In a secret letter to the International Monetary Fund, the Romanian Government promises redundancies and new taxes. Elsewhere in the news, Bulgarians want a hydra-electric power station on the Danube in partnership with Romania. Last but not least, Patients with a medical insurance in need for a medical device need to wait up to a year to get them in Romania.
In a secret letter to the International Monetary Fund, the Romanian Government promises redundancies and new taxes, Gandul reads, quoting a document obtained by Romanian news agency Mediafax. According to the intention letter, Boc Cabinet wants to introduce new taxes for patients in hospitals, so that the Health system would not go bankrupt. Gandul reads that the Romanian state owes drugs and medical technology suppliers alone over 546 million lei. Government representatives state in the letter the intention to cut half a billion euros from state employees’ salary budget in 2010.

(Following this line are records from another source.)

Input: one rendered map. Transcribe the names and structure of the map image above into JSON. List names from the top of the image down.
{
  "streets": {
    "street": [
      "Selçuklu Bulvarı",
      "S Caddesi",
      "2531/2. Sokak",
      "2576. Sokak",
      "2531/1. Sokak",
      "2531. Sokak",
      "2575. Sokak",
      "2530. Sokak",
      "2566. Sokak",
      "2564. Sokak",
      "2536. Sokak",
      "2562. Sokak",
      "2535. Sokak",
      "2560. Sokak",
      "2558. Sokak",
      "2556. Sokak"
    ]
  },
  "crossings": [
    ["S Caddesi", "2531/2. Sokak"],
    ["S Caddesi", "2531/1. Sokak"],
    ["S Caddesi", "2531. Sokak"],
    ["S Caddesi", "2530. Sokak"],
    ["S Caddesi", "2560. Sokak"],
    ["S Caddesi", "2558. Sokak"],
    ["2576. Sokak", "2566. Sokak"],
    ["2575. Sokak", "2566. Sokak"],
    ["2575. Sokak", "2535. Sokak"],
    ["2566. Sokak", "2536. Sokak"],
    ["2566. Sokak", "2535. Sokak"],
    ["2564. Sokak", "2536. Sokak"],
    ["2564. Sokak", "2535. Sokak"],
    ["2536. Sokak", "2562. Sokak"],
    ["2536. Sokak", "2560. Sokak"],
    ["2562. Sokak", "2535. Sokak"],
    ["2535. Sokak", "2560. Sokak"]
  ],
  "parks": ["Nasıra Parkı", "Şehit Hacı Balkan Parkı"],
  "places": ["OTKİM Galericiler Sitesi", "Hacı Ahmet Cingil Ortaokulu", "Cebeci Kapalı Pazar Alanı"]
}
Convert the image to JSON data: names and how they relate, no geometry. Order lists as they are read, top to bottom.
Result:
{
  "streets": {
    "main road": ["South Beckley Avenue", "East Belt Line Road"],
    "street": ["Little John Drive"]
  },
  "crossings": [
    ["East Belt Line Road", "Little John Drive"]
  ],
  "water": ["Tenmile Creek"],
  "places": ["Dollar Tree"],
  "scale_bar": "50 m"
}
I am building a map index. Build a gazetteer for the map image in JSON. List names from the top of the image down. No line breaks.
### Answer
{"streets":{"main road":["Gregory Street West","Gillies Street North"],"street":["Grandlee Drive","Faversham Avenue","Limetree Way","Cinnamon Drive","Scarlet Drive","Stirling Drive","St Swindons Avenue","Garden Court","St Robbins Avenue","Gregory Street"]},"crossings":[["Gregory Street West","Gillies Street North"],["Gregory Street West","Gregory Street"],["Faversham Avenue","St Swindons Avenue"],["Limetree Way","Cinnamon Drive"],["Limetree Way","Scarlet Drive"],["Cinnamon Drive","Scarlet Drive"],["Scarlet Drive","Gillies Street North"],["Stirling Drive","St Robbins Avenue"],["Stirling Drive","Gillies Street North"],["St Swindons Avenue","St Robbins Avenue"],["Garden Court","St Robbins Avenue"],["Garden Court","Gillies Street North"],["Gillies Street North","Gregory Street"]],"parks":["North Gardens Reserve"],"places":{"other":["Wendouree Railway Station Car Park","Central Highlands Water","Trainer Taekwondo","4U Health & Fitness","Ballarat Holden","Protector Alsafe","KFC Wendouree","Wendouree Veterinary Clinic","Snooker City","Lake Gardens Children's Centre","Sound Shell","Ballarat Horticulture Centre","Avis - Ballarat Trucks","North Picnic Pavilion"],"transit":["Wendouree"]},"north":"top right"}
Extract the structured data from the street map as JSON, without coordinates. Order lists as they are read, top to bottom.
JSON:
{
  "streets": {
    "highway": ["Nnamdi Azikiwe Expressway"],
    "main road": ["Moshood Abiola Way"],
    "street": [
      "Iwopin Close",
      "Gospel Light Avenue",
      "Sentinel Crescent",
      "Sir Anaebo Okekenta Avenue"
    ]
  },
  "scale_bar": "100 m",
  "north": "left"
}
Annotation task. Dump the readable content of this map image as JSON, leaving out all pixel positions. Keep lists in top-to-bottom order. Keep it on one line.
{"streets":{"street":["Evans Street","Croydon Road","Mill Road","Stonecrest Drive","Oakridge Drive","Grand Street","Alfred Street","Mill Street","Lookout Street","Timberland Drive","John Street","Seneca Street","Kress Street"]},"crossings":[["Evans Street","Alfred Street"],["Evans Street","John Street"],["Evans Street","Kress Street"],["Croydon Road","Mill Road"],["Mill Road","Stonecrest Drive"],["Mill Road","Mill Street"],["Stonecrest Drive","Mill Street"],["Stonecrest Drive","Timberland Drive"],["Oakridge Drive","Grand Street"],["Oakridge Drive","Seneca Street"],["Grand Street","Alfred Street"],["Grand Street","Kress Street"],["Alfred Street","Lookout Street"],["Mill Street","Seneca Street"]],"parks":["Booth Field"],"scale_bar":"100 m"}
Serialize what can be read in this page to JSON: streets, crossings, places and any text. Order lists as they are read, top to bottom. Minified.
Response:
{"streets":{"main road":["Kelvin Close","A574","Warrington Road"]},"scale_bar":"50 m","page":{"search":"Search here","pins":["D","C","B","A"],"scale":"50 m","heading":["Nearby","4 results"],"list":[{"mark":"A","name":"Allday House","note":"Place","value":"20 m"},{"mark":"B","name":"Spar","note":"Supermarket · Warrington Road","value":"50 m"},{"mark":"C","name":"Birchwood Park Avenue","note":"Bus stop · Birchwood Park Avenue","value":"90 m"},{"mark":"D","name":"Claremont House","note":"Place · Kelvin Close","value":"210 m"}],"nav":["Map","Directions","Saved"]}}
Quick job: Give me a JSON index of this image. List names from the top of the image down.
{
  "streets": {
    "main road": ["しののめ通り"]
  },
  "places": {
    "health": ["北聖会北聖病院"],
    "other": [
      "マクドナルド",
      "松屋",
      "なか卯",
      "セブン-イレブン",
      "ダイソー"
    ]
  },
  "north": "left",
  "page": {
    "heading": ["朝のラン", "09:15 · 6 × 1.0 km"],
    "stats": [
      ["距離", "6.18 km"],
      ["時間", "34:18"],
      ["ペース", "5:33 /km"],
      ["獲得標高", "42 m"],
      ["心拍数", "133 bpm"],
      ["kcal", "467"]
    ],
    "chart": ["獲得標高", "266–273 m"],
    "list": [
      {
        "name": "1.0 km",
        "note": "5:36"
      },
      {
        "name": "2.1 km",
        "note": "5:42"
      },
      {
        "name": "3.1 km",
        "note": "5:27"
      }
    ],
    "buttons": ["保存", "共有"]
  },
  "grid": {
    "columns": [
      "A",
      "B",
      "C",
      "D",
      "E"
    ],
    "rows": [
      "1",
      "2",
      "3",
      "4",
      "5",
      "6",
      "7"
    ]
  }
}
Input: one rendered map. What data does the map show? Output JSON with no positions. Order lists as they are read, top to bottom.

This might mean 32,000 redundancies and the cut of benefits and awards for the remaining staff to save 252 million euros, Gandul estimates. The letter reads that Romania needs to save 0.2% of the GDP with staff salaries, implement co-payments in the Health system and reduce the debts older than 90 days to the private sector below 60%. The total amount that the state owed the private sector in 2009 comes to 2.67 billion lei. The worst payers are the local administrations and the highest sums need to go to constructors.
As for the Health sector, the co-payments system entails that people will not have unlimited access to consultations. 600 lei per annum should cover basic medical assistance and GP visits. A GP visit would cost 5 lei and a consultant visit, 200. Business owners owe the state a total of two billion euros. On the other hand, the state's debt to the state is practically unknown.
Bulgarians want a hydra-electric power station on the Danube in partnership with Romania, Romania Libera informs. The EU might come up with the money, the publication goes on. In the '80s, Romanians aimed to finance the construction of the Turnu Magurele hydra-electric power station (south Romania) from the first to the last penny. The hydra-electric power station that Romania intends to build in partnership with Bulgaria might be facilitated by EU funds, Romanian state secretary in the Economy, Commerce and Business Environment Ministry Tudor Serban declared on Tuesday, February 23 2010.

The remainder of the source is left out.